Action item
The records below are to be restated word for word, with every picture left out.

Information supplied
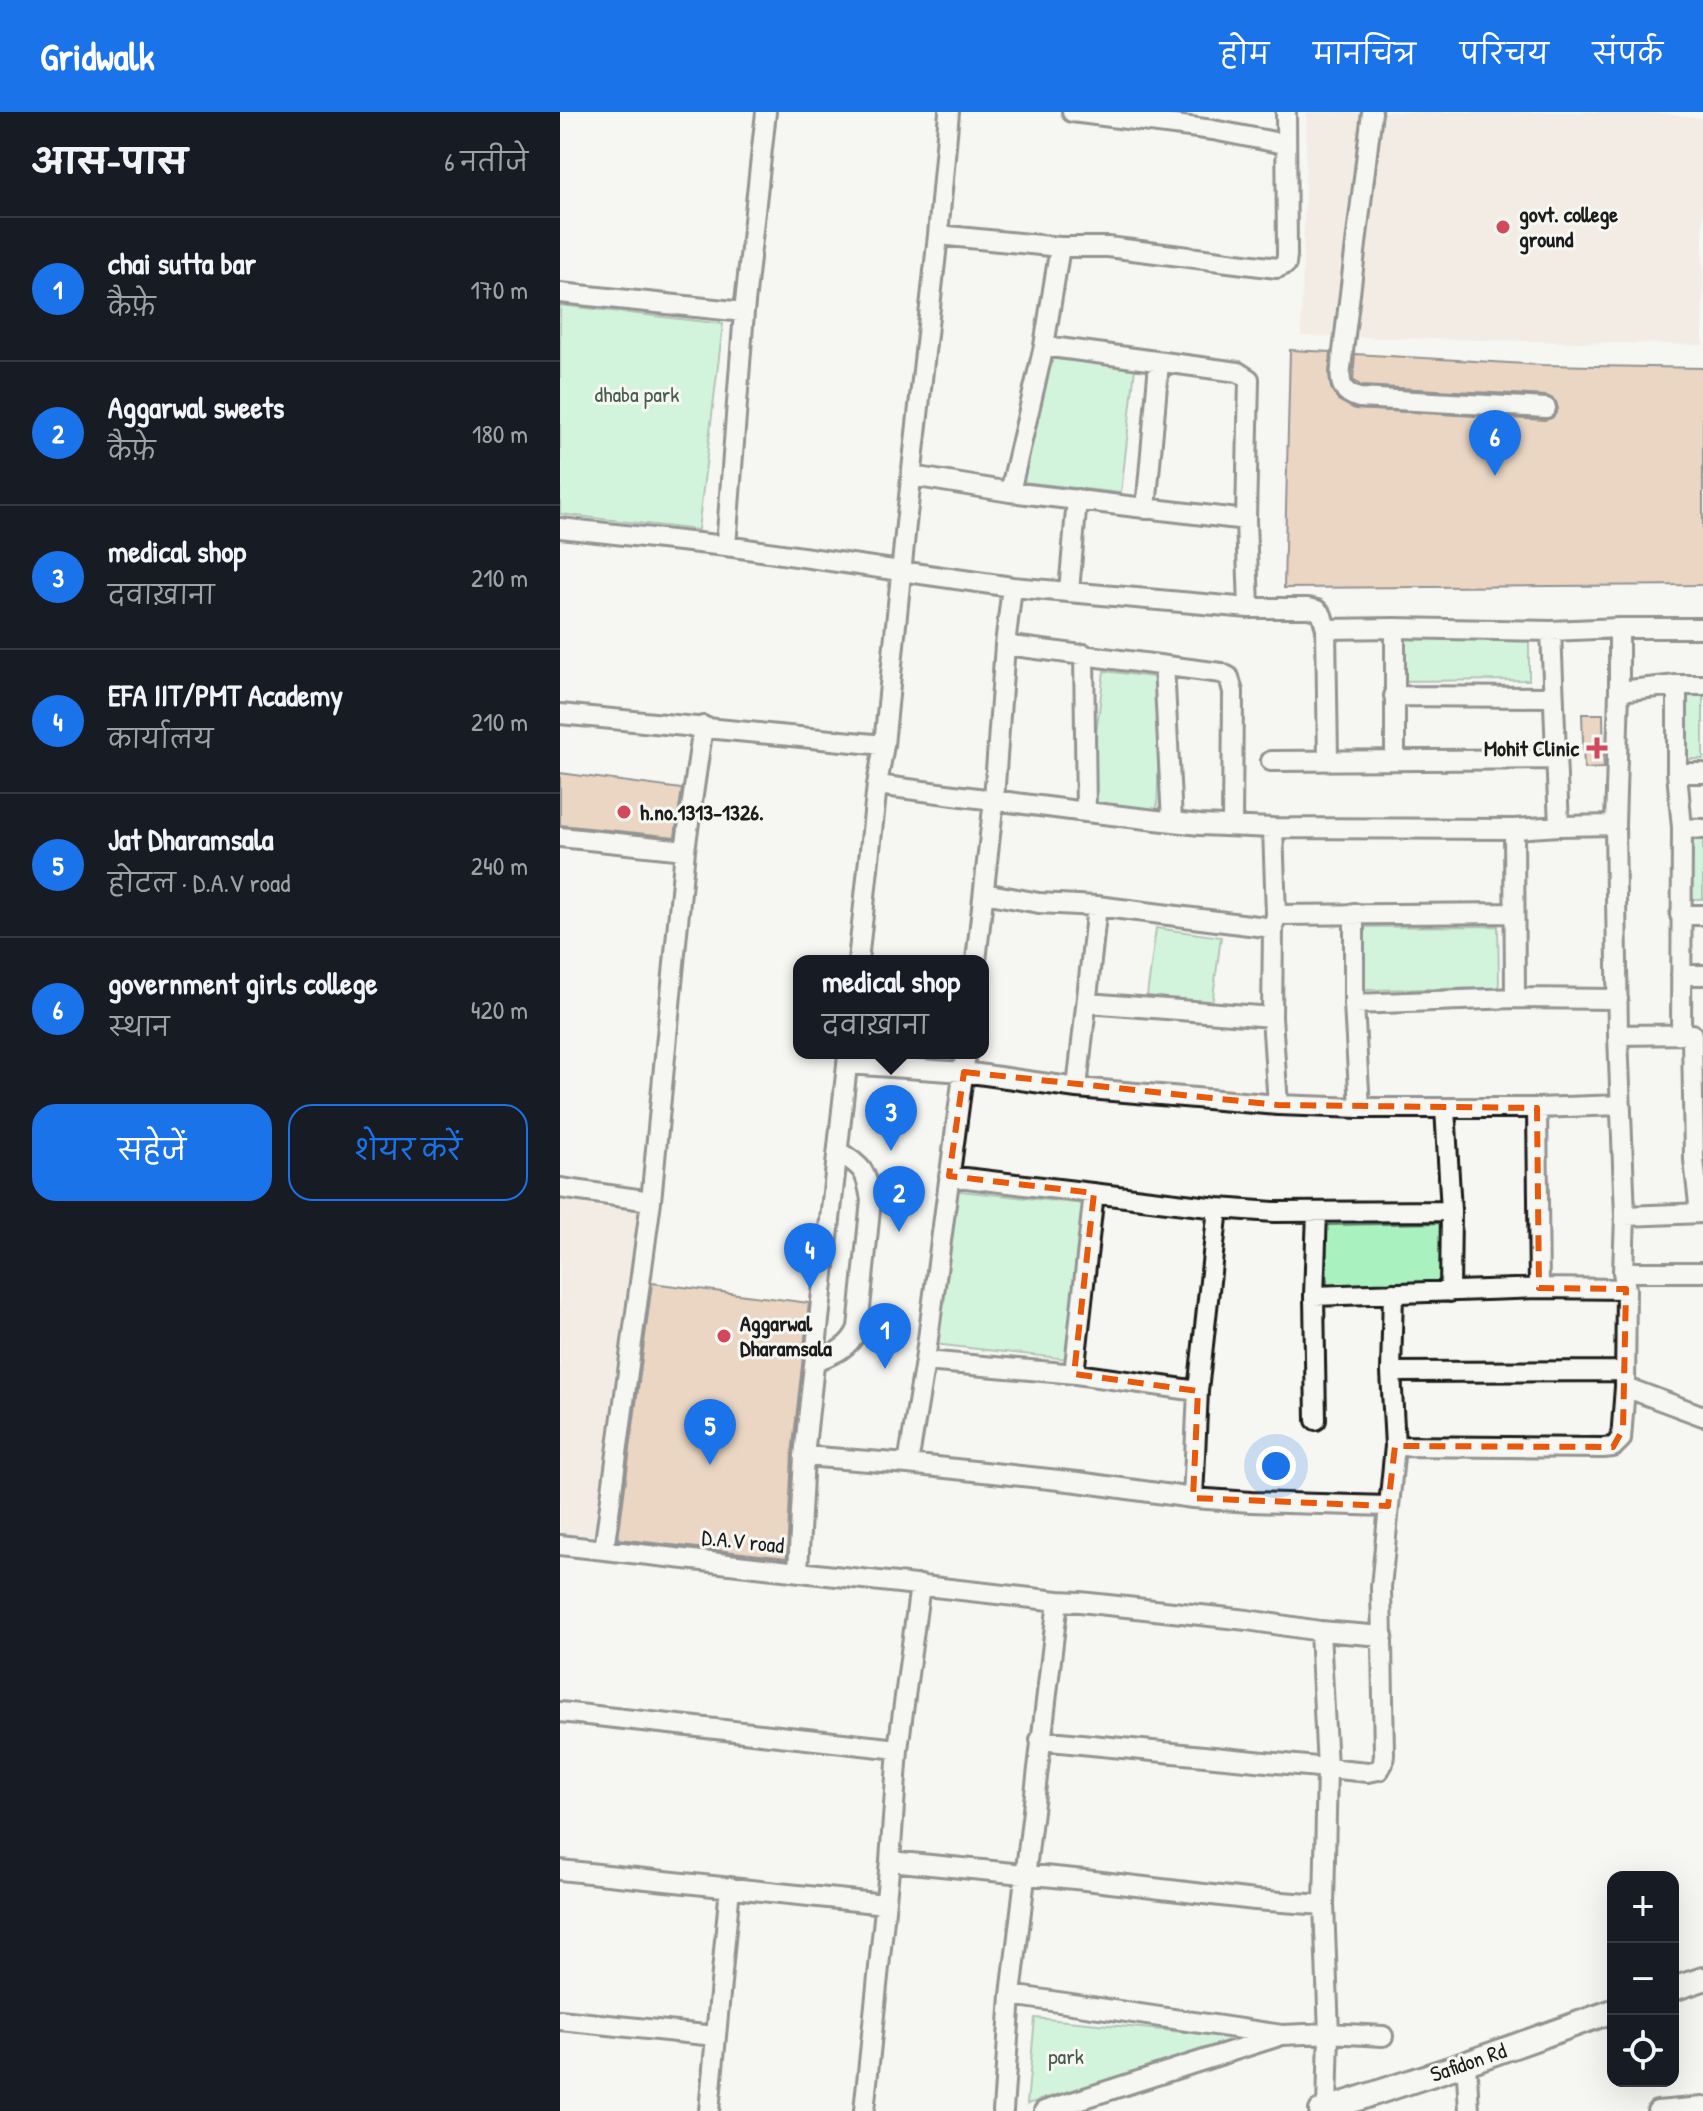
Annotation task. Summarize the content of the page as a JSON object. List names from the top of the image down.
{
  "streets": {
    "main road": ["Safidon Rd"],
    "street": ["D.A.V road"]
  },
  "parks": ["dhaba park", "park"],
  "places": {
    "other": ["govt. college ground", "h.no.1313-1326.", "Aggarwal Dharamsala"],
    "health": ["Mohit Clinic"]
  },
  "page": {
    "header": "Gridwalk",
    "nav": [
      "होम",
      "मानचित्र",
      "परिचय",
      "संपर्क"
    ],
    "heading": ["आस-पास", "6 नतीजे"],
    "list": [
      {
        "mark": "1",
        "name": "chai sutta bar",
        "note": "कैफ़े",
        "value": "170 m"
      },
      {
        "mark": "2",
        "name": "Aggarwal sweets",
        "note": "कैफ़े",
        "value": "180 m"
      },
      {
        "mark": "3",
        "name": "medical shop",
        "note": "दवाख़ाना",
        "value": "210 m"
      },
      {
        "mark": "4",
        "name": "EFA IIT/PMT Academy",
        "note": "कार्यालय",
        "value": "210 m"
      },
      {
        "mark": "5",
        "name": "Jat Dharamsala",
        "note": "होटल · D.A.V road",
        "value": "240 m"
      },
      {
        "mark": "6",
        "name": "government girls college",
        "note": "स्थान",
        "value": "420 m"
      }
    ],
    "pins": [
      "6",
      "3",
      "2",
      "4",
      "1",
      "5"
    ],
    "popup": ["medical shop", "दवाख़ाना"],
    "buttons": ["सहेजें", "शेयर करें"],
    "map_buttons": ["+", "−"]
  }
}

Task answer
Annotation task. Summarize the content of the page as a JSON object. List names from the top of the image down.
{
  "streets": {
    "main road": ["Safidon Rd"],
    "street": ["D.A.V road"]
  },
  "parks": ["dhaba park", "park"],
  "places": {
    "other": ["govt. college ground", "h.no.1313-1326.", "Aggarwal Dharamsala"],
    "health": ["Mohit Clinic"]
  },
  "page": {
    "header": "Gridwalk",
    "nav": [
      "होम",
      "मानचित्र",
      "परिचय",
      "संपर्क"
    ],
    "heading": ["आस-पास", "6 नतीजे"],
    "list": [
      {
        "mark": "1",
        "name": "chai sutta bar",
        "note": "कैफ़े",
        "value": "170 m"
      },
      {
        "mark": "2",
        "name": "Aggarwal sweets",
        "note": "कैफ़े",
        "value": "180 m"
      },
      {
        "mark": "3",
        "name": "medical shop",
        "note": "दवाख़ाना",
        "value": "210 m"
      },
      {
        "mark": "4",
        "name": "EFA IIT/PMT Academy",
        "note": "कार्यालय",
        "value": "210 m"
      },
      {
        "mark": "5",
        "name": "Jat Dharamsala",
        "note": "होटल · D.A.V road",
        "value": "240 m"
      },
      {
        "mark": "6",
        "name": "government girls college",
        "note": "स्थान",
        "value": "420 m"
      }
    ],
    "pins": [
      "6",
      "3",
      "2",
      "4",
      "1",
      "5"
    ],
    "popup": ["medical shop", "दवाख़ाना"],
    "buttons": ["सहेजें", "शेयर करें"],
    "map_buttons": ["+", "−"]
  }
}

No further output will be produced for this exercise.